(AIM OF THE EXERCISE) Take the data below. Output it exactly from its first line through the line containing "Instruction: Build a".

(INFORMATION)
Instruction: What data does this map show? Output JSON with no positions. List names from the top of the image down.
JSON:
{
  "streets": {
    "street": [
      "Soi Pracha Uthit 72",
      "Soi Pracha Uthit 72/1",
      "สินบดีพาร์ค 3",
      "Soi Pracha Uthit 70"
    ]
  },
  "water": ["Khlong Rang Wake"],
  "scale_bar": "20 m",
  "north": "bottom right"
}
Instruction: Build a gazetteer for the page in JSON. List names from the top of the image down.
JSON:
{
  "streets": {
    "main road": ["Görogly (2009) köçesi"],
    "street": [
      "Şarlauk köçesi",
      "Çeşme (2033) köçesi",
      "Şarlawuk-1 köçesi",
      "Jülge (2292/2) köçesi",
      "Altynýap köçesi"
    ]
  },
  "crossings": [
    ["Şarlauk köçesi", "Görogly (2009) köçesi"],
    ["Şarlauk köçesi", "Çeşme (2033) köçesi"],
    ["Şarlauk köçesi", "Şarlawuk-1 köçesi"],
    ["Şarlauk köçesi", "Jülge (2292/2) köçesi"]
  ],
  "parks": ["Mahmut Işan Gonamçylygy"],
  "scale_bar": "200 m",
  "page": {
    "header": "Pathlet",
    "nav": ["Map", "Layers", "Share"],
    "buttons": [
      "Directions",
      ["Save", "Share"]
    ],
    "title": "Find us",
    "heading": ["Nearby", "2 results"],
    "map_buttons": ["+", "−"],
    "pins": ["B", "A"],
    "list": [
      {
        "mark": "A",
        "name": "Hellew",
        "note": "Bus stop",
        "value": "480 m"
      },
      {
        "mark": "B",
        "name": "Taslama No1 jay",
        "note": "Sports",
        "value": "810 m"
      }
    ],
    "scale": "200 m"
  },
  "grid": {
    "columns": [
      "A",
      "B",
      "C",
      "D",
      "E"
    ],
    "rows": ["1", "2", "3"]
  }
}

(ANSWER BELOW)
Instruction: What data does this map show? Output JSON with no positions. List names from the top of the image down.
JSON:
{
  "streets": {
    "street": [
      "Soi Pracha Uthit 72",
      "Soi Pracha Uthit 72/1",
      "สินบดีพาร์ค 3",
      "Soi Pracha Uthit 70"
    ]
  },
  "water": ["Khlong Rang Wake"],
  "scale_bar": "20 m",
  "north": "bottom right"
}
Instruction: Build a gazetteer for the page in JSON. List names from the top of the image down.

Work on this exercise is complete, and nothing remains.